Date of Award:

1956

Document Type:

Thesis

Degree Name:

Master of Science (MS)

Department:

Plants, Soils, and Climate

Advisor/Chair:

William H. Bennett

Abstract

The United States produces about 1.8 million tons of sugar annually. Approximately 75 per cent of this production is derived from sugar beets. The importance of the sugar beet crop in national and world economy is justification for research effort as a means to more economical production.

It is desirable that sugar beet processing be carried out in the most efficient manner. More effective utilization of the sugar beet and its by-products will add stability to the sugar beet industry.

For the past 170 years, since Achard found that sugar could be used for human consumption and that pulp might be fed to cattle, sugar processors have made limited use of the non-sugar constituents of the sugar beet. These materials have been disposed of almost exclusively as livestock ration supplements.
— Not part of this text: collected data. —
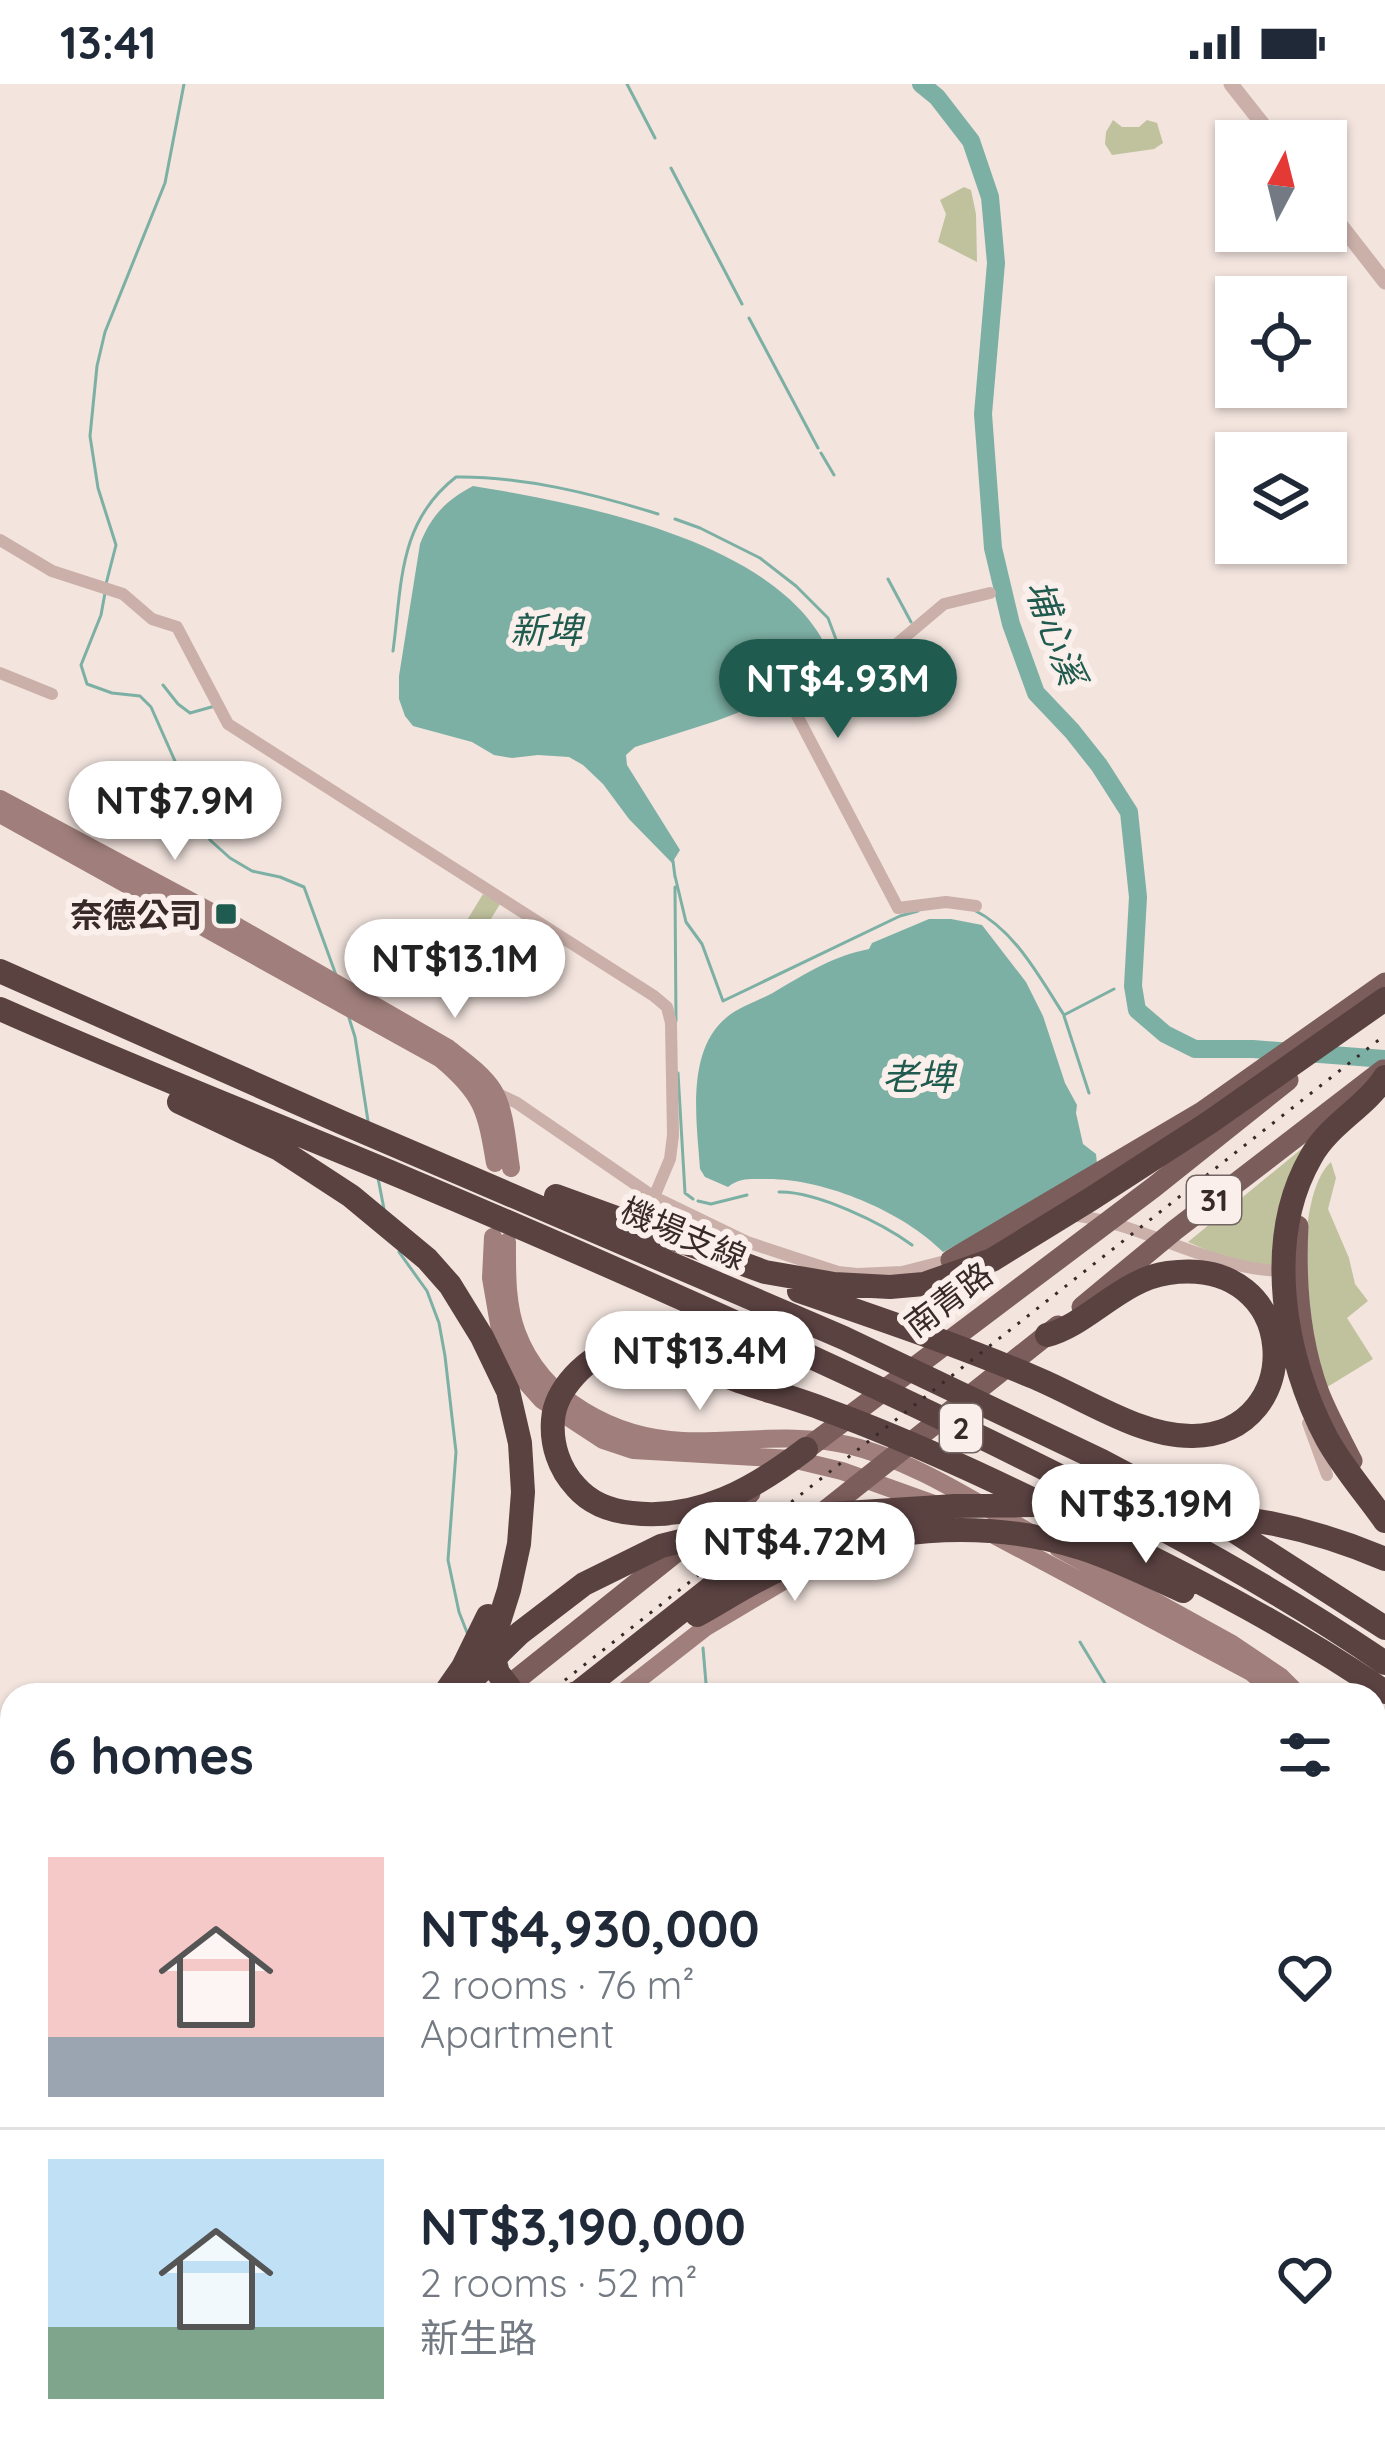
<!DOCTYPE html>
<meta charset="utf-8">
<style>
body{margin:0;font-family:Quicksand,"Noto Sans TC",sans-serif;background:#f2f2f3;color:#1f2937;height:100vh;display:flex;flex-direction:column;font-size:45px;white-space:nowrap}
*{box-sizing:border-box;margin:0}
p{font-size:39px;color:#747a83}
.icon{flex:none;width:66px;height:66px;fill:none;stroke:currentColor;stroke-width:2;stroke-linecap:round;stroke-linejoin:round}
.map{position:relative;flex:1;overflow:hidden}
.details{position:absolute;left:0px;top:1599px;width:1386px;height:771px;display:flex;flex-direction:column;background:#fff;border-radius:36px 36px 0 0;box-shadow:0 3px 9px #0004}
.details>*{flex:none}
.needle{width:78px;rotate:7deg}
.fabs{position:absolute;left:1215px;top:36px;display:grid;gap:24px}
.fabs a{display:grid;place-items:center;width:132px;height:132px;border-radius:0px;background:#fff;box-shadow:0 3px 9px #0004;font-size:60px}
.price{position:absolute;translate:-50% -102px;padding:0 27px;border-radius:42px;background:#fff;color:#222;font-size:39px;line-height:78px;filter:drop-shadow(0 3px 6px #0008)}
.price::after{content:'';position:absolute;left:50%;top:72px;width:36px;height:27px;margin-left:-18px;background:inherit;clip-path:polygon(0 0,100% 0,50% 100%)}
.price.current{background:#1f5b4e;color:#fff}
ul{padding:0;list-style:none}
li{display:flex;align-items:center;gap:36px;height:300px;padding:0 48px}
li+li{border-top:3px solid #e0e1e3}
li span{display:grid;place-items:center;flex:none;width:336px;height:240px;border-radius:0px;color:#555}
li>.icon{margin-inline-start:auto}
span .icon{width:144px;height:144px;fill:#fffc;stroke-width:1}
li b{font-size:51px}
h2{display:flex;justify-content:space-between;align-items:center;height:144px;padding:0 48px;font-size:51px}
.status{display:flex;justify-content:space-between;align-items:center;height:84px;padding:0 60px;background:#fff;direction:ltr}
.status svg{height:33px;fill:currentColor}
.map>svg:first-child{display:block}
.green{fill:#c0c29e}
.water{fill:#7db0a4}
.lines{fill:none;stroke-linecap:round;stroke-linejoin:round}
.stream{stroke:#7db0a4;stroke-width:3}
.river{stroke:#7db0a4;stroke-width:18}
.minor{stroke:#cbb0aa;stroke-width:12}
.tertiary{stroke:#cbb0aa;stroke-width:15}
.secondary{stroke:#9f7e7b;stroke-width:18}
.primary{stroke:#7b5d5b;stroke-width:21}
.motorway{stroke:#5a4241;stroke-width:24}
.rail{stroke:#392a2a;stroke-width:3;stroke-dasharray:3 9;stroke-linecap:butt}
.poi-dot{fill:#1f5b4e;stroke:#faefeb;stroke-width:4.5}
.labels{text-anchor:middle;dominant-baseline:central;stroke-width:12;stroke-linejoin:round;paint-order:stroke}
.shield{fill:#faefeb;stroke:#736564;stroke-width:3}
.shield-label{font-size:30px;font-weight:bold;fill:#392a2a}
.poi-label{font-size:33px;font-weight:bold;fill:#392a2a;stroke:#faefeb;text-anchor:end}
.street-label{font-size:33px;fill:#392a2a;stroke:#faefeb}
.water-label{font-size:36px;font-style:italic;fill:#1f5b4e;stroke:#faefeb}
</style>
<div class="status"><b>13:41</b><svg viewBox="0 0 49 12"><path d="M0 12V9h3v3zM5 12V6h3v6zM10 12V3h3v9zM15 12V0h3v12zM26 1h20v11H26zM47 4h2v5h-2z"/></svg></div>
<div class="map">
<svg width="1385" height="2368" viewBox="0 0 1385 2368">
<rect width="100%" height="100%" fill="#f3e4de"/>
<path class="green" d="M1113,36L1122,43H1139L1147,36L1157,39L1163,59L1154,65L1112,71L1105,60L1106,48Z
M964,103L971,106L976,130L977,178L938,158L946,130L940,116Z
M483,810L500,820L458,889L441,879Z
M1305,1062L1276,1182L1229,1176L1188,1158Z
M1331,1078L1336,1094L1328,1125L1349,1174L1355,1200L1368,1217L1347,1234L1373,1275L1324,1305C1320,1293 1316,1281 1312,1269C1302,1227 1297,1108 1331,1078Z"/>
<path class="water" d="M473,402C582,420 789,458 832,576L826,592L811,601L716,637L635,663L626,671L627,681L680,766L672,779L629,735L603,700L583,681L569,673L538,671L512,674L494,671L472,658L413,642L405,632L399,615V592L420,460C431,432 446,416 473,402Z
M929,835H951L982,841L1026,898L1043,932L1065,999L1077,1021L1076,1029L1083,1060L1096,1070L1097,1080L1008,1134L943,1168C903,1127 821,1093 763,1095C749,1095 739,1094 728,1103L705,1093L700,1085C697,1039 685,967 727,933C740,922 761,916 776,907C808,888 834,872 869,865L872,859Z"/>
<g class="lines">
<path class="stream" d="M627,0L655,54
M671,84L742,220
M749,234L818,364
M821,369L834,391
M675,435L700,444L760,474L796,502L828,534L849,590
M888,495L911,538
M106,500L116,461L98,404L90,352L97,282L105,248L165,99L184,0
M105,509L101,531L81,581L87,600L112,609L140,612L151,623L210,756L230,774L252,787L280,793L304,803L336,891
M393,567C402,500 398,438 456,393C523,392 594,410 658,430
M163,601L178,620L190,629L215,622
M673,777L675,793
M675,792L686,838L702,860L723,917L900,832L918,827
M675,803L676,937
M974,826C1015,846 1040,894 1064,931L1114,905
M1064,932L1089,1009
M349,934L355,953L368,1037
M678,989L685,1109L693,1115
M378,1094L384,1125
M779,1108C816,1107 882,1139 912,1161
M698,1117L711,1120L747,1111
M399,1168L427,1207L439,1239L445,1272L456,1368L448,1476L459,1528L468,1551
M1080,1558L1112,1611
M703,1564L707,1611
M1374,2050L1385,2067
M1374,2119L1385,2112
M1374,2269L1385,2274
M1036,2358L1041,2368
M1056,2368L1078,2358"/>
<path class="river" d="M921,0L937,13L971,57L990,113L996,179L983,330L993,464L1011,540L1036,609L1072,647L1099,681L1129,728L1138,813L1133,902L1137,926L1165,950L1195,965H1253L1385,975"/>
<path class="minor" d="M0,456L52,487L123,510L152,535L177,543L228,640L654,912L667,923L671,939L673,1051L670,1075L654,1113
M0,589L52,610
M976,822L946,818L898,824L791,620L848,601L944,520L990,509
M492,1007L517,1019L654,1113L747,1158L838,1188L857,1190L902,1188L957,1174
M1071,1131C1145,1139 1212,1188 1288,1187
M1308,1339L1327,1391
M0,2105L12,2093
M0,2224L12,2263
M41,2358L44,2368
M303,2358L311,2368
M546,2358L551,2368
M679,2358L683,2368
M857,2358L862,2368
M426,2368L453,2358
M1226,2368L1247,2358"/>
<path class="tertiary" d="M1231,0L1276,57
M1326,122L1385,198"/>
<path class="secondary" d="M0,715L226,836L448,964C463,976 482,989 493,1006C506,1027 507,1060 511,1084
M0,730L441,975C483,1010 486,1026 495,1079
M493,1153L491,1194L500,1246L525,1297L542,1316L603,1356L633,1366L792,1375L842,1387L934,1420
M507,1158C507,1188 506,1220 517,1249C542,1316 614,1354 683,1357C738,1359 793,1348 848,1361C912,1376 972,1416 1029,1448
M996,1452L1251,1588L1278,1611
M1058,1464L1232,1560L1281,1593L1299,1611
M619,1611L706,1543L792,1492
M1374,1722L1385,1741
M1374,1752L1385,1772
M0,2011L12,2001
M0,2090L12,2080"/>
<path class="primary" d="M1298,1142C1295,1199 1299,1255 1319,1309C1328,1332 1341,1355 1352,1377
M951,1176L1202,1028L1385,899
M1082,1223L1175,1146L1383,986
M793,1375L1154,1103L1288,996
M815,1435L1058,1242
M497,1611L750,1409
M0,2033L12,2023
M0,2076L12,2066"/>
<path class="motorway" d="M0,887L343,1039L844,1254L1102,1377L1234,1447L1385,1544
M0,925C133,984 268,1037 402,1093C575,1166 747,1242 916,1322C1078,1399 1237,1478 1385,1579
M1385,993C1365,1024 1329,1040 1311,1073C1263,1156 1284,1275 1327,1355C1343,1384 1366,1410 1385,1437
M179,1018L279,1065L351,1112L427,1175L450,1201L482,1253L508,1307L520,1359L523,1408L519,1460L509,1506L491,1563L498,1589L515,1611
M556,1112L765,1188L834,1200L890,1203L924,1200L992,1176L1091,1115L1210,1038L1385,915
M799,1207C877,1234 955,1260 1031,1292C1081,1312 1139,1353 1193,1352C1308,1350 1303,1170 1168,1189C1122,1195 1087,1241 1047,1251
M806,1365C755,1404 698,1437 632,1429C611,1427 590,1419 576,1403C559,1385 551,1360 553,1336C555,1306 587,1271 617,1266C657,1260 703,1285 739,1297C768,1307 798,1315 826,1326C922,1361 1016,1407 1108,1452C1204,1499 1297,1548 1385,1608
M1213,1431C1272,1436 1331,1452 1385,1475
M697,1531C724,1516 750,1499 778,1486C874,1443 980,1433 1081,1464C1116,1475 1149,1492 1183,1507
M447,1606L463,1583L488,1532
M456,1611L520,1549L584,1500L661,1462L745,1441L815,1431L955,1422L1035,1421
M571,1611L579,1608L797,1436"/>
<path class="rail" d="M546,1611L1385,951
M0,2054L12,2044"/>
</g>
<rect class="poi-dot" x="214" y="818" width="24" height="24" rx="6"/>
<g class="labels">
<g class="shield">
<rect x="1187" y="1092" width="54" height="48" rx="9"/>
<rect x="940" y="1320" width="42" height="48" rx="9"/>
</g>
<g class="shield-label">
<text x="1214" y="1116">31</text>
<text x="961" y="1344">2</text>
</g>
<g class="poi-label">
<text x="202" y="830">奈德公司</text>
</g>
<g class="street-label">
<text transform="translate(684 1149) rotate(23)">機場支線</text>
<text transform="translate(948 1215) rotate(-37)">南青路</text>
</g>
<g class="water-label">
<text x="546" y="545">新埤</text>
<text transform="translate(1056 548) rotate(70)">埔心溪</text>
<text x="918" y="992">老埤</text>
</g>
</g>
</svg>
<div class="fabs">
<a><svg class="needle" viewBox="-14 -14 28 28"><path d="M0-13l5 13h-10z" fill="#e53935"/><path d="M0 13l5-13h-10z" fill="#747a83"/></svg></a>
<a><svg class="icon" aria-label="locate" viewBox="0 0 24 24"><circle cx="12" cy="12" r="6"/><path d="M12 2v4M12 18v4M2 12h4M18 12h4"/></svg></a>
<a><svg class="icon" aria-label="layers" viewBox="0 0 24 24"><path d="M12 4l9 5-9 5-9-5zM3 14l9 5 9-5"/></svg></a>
</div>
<b class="price current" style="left:838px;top:657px">NT$4.93M</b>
<b class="price" style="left:175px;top:779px">NT$7.9M</b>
<b class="price" style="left:455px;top:937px">NT$13.1M</b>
<b class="price" style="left:700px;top:1329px">NT$13.4M</b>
<b class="price" style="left:1146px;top:1482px">NT$3.19M</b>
<b class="price" style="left:795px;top:1520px">NT$4.72M</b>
<section class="details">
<h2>6 homes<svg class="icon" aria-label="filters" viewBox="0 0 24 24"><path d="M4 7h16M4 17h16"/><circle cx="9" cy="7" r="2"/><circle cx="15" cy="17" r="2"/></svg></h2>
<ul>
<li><span style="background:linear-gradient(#f6c9c9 75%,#9aa5b1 0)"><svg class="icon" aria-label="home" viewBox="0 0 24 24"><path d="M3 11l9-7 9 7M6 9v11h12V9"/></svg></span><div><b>NT$4,930,000</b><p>2 rooms · 76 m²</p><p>Apartment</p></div><svg class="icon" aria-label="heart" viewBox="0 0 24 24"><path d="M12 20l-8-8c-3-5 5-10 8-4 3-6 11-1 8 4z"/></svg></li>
<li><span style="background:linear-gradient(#bfe0f5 70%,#7fa58c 0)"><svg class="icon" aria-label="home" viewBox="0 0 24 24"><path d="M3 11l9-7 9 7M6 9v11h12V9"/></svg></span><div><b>NT$3,190,000</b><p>2 rooms · 52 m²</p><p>新生路</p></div><svg class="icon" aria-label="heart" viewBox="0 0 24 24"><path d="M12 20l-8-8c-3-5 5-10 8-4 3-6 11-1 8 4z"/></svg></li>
</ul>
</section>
</div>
The non-sugar constituents have been largely responsible for failure to extract all of the sugar from the beet (13). As a result they have been viewed with suspicion by most sugar beet processors. However, recent development suggest that the utilization of sugar beet by-products will constitute a more important phase of the sugar beet industry in the future.

At this critical period in the sugar beet industry, it is difficult to overemphasize the need for a better understanding of the chemical constituents of the sugar beet and the effects of various physiological factors upon them. One of the non-sugar constituents of the sugar beet which has recently received attention is glutamic acid. This has been brought about primarily by the discovery that the salt, monosodium glutamate, has an enhancing effect upon the flavor and palatability of many foods. Using the sugar beet as almost the exclusive source of glutamic acid, a new industry (utilizing over 100 tons of beet molasses daily) has developed to manufacture and market this food seasoner (28).

Preliminary investigations at the Utah Experiment Station (14) showed that of all the chemical constituents determined, glutamic acid was the most variable. This agreed with earlier work in this field (16, 42). Being highly variable this constituent is a chief contributor to difficulties in sugar processing.

The purpose of this study was to determine the effect of some of the major agronomic factors, such as moisture, fertility, variety, and sampling date, upon the glutamic acid content of the sugar beet.